TASK BRIEF:
Looking at the records below, say how many lines include "width", and add nothing else.

Segment Start: EXTRACTED RECORDS

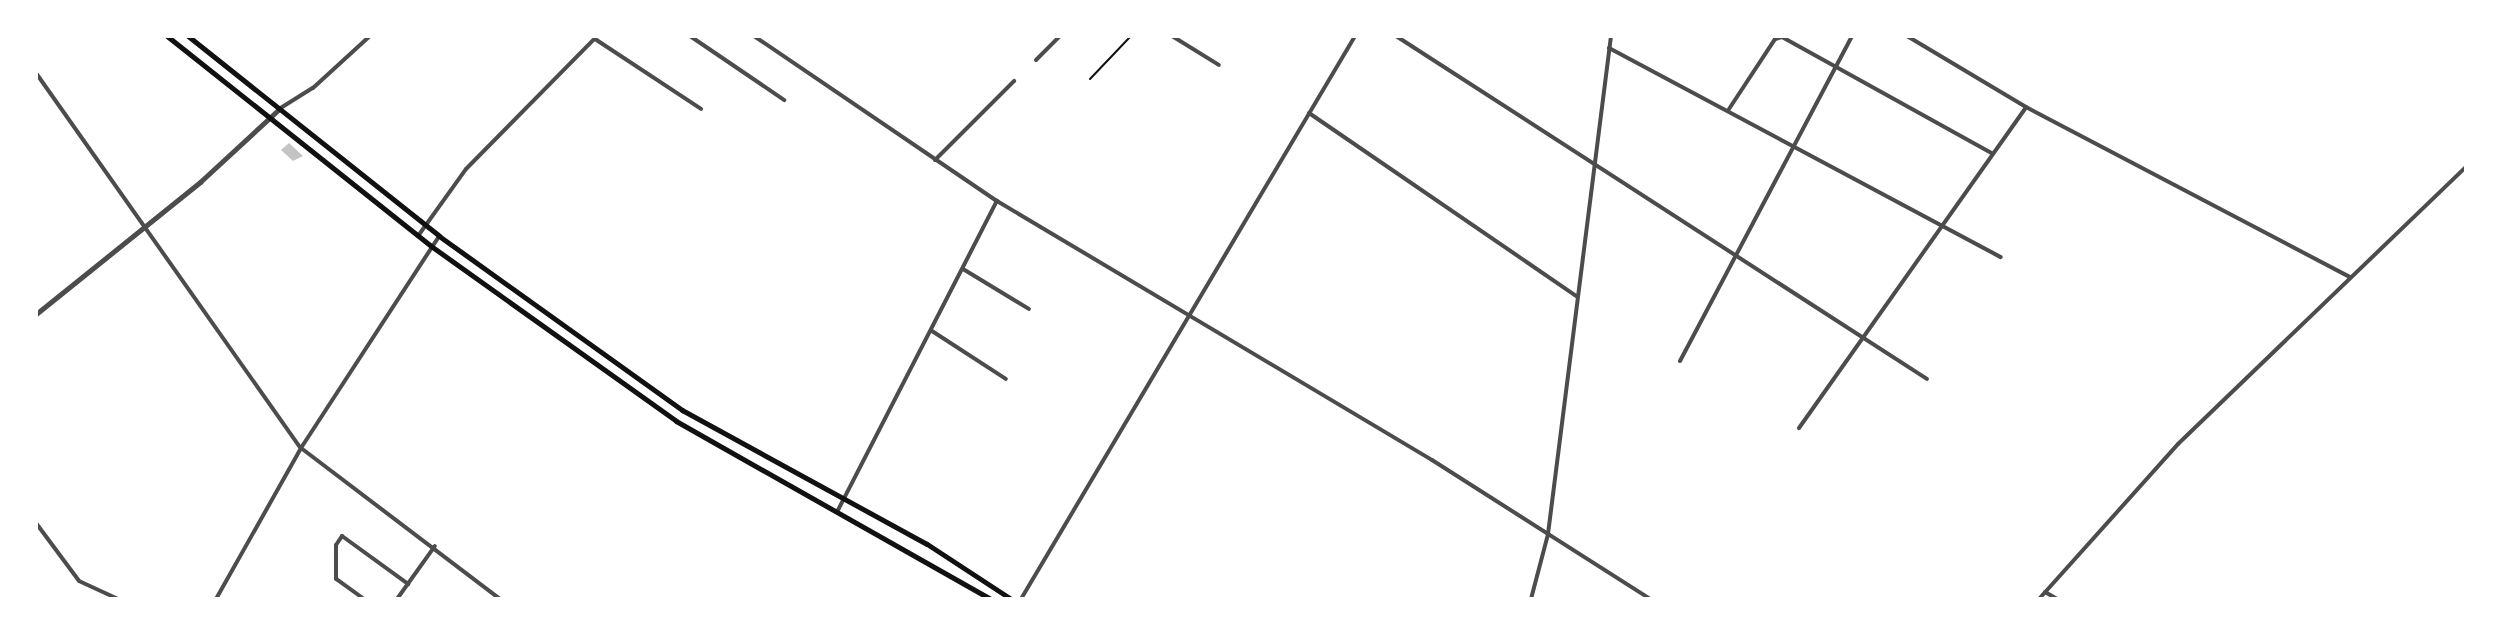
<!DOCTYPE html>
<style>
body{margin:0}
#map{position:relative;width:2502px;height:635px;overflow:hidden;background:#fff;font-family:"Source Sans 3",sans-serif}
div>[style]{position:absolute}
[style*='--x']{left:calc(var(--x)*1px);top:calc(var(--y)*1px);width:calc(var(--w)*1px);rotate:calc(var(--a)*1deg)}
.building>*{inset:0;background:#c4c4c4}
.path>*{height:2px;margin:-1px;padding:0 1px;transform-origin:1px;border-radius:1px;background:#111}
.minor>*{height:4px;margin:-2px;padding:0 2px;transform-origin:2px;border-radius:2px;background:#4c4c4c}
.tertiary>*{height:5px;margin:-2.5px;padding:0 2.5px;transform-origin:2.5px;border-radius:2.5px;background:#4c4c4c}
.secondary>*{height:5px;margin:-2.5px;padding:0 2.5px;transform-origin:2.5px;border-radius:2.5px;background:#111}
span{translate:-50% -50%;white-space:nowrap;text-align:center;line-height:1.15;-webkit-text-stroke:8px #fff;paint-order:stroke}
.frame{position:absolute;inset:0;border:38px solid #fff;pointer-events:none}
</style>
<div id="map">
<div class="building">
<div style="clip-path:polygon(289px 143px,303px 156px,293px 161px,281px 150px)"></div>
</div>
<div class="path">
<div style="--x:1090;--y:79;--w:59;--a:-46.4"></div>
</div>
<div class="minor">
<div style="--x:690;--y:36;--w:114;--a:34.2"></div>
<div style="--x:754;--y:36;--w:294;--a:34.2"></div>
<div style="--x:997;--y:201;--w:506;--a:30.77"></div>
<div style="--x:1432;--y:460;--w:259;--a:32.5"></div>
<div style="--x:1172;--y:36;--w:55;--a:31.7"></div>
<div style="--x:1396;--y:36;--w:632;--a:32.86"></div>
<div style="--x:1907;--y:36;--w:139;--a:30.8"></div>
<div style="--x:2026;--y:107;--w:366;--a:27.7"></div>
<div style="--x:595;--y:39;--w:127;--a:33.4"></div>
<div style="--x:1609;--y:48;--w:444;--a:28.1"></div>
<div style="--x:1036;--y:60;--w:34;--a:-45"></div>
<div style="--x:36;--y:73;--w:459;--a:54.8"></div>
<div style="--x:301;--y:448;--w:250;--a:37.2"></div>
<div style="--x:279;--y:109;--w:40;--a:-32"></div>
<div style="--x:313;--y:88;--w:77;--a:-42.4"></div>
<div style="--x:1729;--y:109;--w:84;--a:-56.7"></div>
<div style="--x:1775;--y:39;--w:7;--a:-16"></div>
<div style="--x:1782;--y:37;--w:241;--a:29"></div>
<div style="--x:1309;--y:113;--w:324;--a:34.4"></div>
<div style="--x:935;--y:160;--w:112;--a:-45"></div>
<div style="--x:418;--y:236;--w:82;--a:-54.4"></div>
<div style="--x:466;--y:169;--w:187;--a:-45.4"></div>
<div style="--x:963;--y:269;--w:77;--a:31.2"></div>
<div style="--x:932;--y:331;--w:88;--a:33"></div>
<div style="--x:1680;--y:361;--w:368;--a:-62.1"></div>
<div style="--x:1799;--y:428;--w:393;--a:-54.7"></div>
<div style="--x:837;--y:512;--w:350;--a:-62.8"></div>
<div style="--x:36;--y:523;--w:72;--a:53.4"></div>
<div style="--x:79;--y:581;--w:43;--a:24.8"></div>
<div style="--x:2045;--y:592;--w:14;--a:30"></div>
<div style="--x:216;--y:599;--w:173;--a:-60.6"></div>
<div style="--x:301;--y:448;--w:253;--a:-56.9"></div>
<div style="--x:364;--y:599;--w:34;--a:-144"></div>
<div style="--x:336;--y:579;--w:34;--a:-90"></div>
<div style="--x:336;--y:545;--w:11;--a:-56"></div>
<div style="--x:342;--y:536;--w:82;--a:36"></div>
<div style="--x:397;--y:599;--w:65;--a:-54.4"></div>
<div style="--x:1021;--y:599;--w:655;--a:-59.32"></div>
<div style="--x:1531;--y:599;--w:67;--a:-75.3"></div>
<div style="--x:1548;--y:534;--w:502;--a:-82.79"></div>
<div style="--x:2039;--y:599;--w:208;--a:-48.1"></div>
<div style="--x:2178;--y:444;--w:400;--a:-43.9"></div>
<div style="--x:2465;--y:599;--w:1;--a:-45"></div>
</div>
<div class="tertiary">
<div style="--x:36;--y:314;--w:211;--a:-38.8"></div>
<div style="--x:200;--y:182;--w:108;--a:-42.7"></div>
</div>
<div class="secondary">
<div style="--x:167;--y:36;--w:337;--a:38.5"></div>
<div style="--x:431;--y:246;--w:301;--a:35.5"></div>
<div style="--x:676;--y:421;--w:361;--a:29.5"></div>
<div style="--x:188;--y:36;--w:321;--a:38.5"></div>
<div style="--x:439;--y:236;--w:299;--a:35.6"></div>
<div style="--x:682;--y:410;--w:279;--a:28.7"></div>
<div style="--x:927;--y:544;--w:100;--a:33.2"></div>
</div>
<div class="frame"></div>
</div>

Segment End: EXTRACTED RECORDS

WRITTEN RESPONSE:
2